Yeah, the LCH color space is much more useful than HSL. I wish more software
had color pickers that supported it.

Another useful color space, closely related to LCH, is HSLuv
([https://www.hsluv.org/](https://www.hsluv.org/)). Its only difference is
that instead of an absolute chroma (colorfulness) component, it has a relative
saturation component, scaled so that 100% saturation means the maximum
possible chroma sRGB allows for that hue and lightness.

HSLuv’s relative saturation makes it ideal for generating colors for today’s
sRGB-restricted CSS, because its colors are always displayable, no matter
their saturation value.

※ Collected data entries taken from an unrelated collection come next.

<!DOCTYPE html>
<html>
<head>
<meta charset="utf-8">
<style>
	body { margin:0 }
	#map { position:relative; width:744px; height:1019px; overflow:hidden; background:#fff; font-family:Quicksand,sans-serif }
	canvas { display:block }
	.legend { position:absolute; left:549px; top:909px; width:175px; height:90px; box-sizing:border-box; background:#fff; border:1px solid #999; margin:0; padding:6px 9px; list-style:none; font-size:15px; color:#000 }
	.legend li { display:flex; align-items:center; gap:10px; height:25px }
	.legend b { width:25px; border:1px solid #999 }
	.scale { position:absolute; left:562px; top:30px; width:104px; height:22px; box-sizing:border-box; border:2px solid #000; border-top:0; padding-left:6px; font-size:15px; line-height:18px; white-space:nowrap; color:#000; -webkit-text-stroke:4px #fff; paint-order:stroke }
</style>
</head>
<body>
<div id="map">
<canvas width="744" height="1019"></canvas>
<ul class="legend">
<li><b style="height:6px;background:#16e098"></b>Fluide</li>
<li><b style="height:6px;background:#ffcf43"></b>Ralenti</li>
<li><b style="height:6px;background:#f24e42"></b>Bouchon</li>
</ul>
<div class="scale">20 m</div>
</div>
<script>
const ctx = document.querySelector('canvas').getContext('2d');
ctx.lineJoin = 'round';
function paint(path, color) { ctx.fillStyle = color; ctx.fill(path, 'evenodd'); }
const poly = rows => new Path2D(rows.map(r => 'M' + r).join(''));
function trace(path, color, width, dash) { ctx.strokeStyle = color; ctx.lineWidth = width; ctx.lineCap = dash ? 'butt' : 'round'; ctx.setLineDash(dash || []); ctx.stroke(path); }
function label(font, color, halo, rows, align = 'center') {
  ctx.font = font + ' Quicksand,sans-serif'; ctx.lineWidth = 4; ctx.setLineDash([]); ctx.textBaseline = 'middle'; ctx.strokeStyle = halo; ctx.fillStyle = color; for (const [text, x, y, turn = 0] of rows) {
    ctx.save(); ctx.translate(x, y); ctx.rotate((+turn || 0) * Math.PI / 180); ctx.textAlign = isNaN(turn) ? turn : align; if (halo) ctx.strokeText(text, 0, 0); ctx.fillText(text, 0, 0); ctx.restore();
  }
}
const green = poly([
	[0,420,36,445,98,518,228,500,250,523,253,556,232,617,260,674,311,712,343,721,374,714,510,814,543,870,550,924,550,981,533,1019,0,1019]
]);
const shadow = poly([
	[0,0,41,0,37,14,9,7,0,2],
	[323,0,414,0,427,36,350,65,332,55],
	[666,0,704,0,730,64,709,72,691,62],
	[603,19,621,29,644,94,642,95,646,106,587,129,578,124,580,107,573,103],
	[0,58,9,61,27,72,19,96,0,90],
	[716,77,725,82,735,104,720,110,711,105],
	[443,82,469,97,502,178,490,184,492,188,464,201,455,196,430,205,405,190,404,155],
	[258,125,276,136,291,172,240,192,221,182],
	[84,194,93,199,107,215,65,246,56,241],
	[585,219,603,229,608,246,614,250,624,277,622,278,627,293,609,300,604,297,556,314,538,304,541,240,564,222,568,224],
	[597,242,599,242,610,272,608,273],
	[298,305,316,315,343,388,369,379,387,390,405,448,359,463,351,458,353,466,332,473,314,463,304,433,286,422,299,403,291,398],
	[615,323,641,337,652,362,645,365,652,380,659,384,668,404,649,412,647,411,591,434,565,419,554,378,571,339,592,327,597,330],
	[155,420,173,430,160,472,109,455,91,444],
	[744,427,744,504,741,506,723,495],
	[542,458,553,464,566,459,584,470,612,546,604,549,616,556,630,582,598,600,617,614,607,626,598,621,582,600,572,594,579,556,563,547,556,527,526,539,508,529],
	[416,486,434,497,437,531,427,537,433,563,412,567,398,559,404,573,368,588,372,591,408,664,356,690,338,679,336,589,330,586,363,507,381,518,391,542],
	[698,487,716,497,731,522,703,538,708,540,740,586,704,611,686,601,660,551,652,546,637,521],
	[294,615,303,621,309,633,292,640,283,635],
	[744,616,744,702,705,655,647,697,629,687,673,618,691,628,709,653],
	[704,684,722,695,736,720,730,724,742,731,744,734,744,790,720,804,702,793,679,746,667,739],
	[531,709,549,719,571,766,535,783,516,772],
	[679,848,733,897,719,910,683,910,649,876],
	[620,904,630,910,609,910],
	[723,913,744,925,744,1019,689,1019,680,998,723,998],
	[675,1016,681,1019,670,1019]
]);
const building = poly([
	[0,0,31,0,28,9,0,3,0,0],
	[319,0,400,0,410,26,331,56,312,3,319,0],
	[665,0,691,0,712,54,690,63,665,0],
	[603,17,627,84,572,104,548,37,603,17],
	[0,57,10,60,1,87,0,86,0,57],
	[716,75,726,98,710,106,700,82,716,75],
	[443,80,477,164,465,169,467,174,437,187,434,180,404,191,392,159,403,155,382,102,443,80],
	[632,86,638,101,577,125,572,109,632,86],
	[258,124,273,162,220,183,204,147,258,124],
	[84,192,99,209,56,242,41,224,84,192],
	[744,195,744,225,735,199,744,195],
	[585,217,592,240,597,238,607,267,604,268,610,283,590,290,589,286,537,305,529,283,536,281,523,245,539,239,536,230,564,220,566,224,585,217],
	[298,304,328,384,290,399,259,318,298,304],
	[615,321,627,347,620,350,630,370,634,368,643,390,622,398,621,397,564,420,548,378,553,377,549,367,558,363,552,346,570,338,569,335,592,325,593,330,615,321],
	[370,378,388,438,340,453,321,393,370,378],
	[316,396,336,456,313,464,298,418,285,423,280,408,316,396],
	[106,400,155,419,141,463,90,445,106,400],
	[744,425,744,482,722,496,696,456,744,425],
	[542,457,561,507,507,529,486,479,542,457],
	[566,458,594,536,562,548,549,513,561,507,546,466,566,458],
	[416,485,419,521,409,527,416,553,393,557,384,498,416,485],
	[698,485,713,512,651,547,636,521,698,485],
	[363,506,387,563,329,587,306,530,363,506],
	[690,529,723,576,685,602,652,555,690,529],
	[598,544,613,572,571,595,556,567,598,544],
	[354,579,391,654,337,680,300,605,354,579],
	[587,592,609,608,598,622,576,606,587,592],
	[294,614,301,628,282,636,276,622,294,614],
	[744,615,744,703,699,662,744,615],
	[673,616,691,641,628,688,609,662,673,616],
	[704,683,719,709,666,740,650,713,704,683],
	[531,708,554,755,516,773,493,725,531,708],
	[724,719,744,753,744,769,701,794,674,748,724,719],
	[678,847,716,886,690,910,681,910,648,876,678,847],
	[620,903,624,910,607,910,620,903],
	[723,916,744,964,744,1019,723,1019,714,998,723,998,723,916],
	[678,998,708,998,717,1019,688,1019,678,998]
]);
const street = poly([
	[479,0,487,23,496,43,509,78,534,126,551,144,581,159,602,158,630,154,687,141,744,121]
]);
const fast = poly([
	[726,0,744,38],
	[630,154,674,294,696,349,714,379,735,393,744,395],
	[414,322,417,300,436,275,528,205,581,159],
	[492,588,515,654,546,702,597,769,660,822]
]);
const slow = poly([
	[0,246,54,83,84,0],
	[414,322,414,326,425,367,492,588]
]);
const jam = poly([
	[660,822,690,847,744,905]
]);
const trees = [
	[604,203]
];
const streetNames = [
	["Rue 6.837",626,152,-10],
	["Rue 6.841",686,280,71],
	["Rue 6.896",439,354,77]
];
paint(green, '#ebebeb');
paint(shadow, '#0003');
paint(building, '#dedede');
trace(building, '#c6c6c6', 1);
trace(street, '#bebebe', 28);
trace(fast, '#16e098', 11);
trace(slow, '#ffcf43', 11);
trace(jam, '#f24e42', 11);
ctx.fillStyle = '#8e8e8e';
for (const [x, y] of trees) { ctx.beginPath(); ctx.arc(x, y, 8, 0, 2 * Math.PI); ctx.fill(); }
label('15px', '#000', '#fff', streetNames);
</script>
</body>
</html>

This avoids LCH’s problem where a color with too high
a chroma value must be rounded to the nearest displayable color. The downside
of relative saturation is that two different colors with the same saturation
value might not look equally colorful.

HSLuv has a comparison page
([https://www.hsluv.org/comparison/](https://www.hsluv.org/comparison/)) that
compares HSLuv, CIELUV LCh, and other color models. The charts do a good job
of helping you understand how each color model works.

The home page for HSLuv also has a nice color picker that I sometimes use
instead of the color picker built into various graphics software. It’s good to
learn of the article author’s LCH Colour picker at
[https://css.land/lch/](https://css.land/lch/) – that’s a much easier-to-use
LCH color picker than the other one I’ve seen,
[http://davidjohnstone.net/pages/lch-lab-colour-gradient-
pick...](http://davidjohnstone.net/pages/lch-lab-colour-gradient-picker). But
something I prefer about HSLuv’s color picker is that the sliders’ colors show
the final color you will get if you move that slider to that position, whereas
the article author’s LCH Colour picker seems to do some weird hybrid of that
behavior and making the sliders always show the same colors.